Throughout the spring of 2001, Sunset Park residents, together with Groundswell, met to design a mural that reflected the range of cultures present in Sunset Park. The mural was to be painted over an old mural on the southern side of a Citibank building on 54th Street —the same wall the block’s residents had painted some 20 years previously. The result is a mural which not only asserts the richly multiethnic identity of this neighborhood but projects the universal and timely messages of connection, cultural understanding, tolerance, and unity. Over 50 community residents representing a range of ethnicities and cultural backgrounds, including African Americans, Arab Americans, Asians, Latinos, and Whites, participated in the design and painting of the mural. The 54th Street Block Association, Neighbors Helping Neighbors, the Arab American Family Support Center, UPROSE, and the Chinese American Planning Council also participated in the mural’s creation. The mural stands today as a testimony to the power of collective creativity and a vision of cultural diversity for Sunset Park and for the world.

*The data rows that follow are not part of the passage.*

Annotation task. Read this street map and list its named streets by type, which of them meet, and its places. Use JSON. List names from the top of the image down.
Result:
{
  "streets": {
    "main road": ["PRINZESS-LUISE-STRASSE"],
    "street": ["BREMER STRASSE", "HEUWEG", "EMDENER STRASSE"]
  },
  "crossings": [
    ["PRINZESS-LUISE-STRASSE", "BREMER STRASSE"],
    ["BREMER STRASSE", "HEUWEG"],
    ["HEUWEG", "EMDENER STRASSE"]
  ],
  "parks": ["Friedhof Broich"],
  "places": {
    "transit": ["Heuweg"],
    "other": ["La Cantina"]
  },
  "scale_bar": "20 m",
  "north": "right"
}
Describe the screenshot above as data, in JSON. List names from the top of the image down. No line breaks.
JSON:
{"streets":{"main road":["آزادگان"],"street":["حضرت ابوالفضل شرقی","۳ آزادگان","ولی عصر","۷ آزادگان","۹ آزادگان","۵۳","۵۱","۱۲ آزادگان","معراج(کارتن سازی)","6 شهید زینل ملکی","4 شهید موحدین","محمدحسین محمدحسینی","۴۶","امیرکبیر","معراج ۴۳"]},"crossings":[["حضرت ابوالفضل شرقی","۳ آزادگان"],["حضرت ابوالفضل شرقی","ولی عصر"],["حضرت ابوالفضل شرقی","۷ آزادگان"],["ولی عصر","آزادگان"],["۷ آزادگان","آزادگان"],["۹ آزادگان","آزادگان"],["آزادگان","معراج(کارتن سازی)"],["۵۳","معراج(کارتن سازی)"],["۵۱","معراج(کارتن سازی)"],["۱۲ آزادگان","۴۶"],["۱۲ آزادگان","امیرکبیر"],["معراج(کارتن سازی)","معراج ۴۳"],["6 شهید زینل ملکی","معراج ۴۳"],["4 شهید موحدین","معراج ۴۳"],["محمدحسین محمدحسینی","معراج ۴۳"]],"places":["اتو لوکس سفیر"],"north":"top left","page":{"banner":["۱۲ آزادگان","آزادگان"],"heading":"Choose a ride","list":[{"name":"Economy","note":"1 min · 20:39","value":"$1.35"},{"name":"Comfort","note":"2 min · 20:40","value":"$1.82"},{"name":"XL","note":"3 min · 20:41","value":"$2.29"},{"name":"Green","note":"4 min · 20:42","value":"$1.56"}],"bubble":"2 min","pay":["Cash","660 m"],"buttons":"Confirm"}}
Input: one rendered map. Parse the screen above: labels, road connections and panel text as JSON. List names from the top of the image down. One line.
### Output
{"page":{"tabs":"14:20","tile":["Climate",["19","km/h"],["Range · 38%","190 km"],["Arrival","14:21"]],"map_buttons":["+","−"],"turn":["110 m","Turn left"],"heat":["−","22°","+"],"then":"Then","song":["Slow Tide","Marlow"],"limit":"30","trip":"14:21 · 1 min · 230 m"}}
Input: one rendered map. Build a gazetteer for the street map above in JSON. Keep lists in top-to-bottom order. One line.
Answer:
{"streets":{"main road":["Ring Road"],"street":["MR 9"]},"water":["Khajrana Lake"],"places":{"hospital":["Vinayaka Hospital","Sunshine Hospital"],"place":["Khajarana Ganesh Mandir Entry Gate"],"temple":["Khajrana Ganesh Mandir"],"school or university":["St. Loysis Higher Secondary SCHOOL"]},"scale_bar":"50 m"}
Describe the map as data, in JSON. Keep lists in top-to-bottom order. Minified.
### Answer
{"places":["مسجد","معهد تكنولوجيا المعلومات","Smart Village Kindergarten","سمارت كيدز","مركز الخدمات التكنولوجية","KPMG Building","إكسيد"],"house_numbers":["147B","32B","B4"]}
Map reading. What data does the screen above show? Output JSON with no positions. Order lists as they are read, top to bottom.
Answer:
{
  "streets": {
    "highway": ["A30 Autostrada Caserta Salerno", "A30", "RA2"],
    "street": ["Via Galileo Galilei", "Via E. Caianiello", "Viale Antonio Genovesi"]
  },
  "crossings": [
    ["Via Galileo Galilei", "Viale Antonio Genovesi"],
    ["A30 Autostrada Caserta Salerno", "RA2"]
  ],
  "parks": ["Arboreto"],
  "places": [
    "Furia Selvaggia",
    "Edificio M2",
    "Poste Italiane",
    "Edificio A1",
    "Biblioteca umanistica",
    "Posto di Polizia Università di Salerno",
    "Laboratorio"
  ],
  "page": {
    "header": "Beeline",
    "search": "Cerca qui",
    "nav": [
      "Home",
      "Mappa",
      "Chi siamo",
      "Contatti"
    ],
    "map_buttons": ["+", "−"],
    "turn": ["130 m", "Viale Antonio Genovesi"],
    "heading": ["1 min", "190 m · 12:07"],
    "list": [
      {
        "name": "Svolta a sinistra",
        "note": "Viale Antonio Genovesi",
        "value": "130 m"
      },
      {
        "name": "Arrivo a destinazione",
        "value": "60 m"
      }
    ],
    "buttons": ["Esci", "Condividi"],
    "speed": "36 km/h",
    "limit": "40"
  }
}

  • "Washington Avenue Elephants"

Project Description

“Washington Avenue Elephants” was created as part of a two day community mural jam, open to the public. The mural was the first in a series of murals to be painted along Washington Avenue, a vibrant commerical corridor in the Prospect Heights neighborhood of Brooklyn. The mural jam brought together artists, young people, and community members in a joyous celebration alongside our community partners, the Washington Avenue Merchants Association, the Brooklyn Museum, Prospect Park Alliance, and the Brooklyn Botanic Gardens.

Project Description

In the summer of 2000, sixteen fifth and sixth graders in a Brooklyn summer camp program worked with Groundswell and community partner, Warren Street Center, to create a mural on two adjacent walls of the library of a family health and day care center. The youth were faced with designing a collaborative mural that would enhance the library environment. The group explored all the amazing worlds that books open up as well as the wonderful spaces in which each liked to read. They came up with the title theme and decided to camouflage the theme throughout various environments where they read and where reading takes them. The title words are written in languages reflective of the Warren Street Center: Spanish, English, Chinese and Sign Language.

Project Description

Groundswell’s first annual Summer Mural Jam was a great success. The main objectives were threefold: (1) to give past Groundswell participants the opportunity to return, connect with other youth and learn more mural making skills; (2) to give local artists the opportunity to give back to their community; and (3) to provide free useful portable murals to community groups in the Brooklyn area. Ten alumni youth muralists and their families participated. Each lead artist worked directly with one of four community based organizations to determine the theme and design of the mural.

Project Description

In a collaboration between Groundswell Community Mural Project and the Center for Anti Violence Education (CAE), a diverse group of nine young women worked together to create a mural around the theme of anti-violence, with a special focus on anti-violence against women. The project created an opportunity to learn on a number of fronts. Among these included: how to express an idea visually, how to accept, tolerate and collaborate with people whose ideas differ from your own, pride in oneself and others, patience, the complexity of public art and interpretation, the importance of listening and a deeper connection with the group. In addition, project “gliches” became opportunities to learn.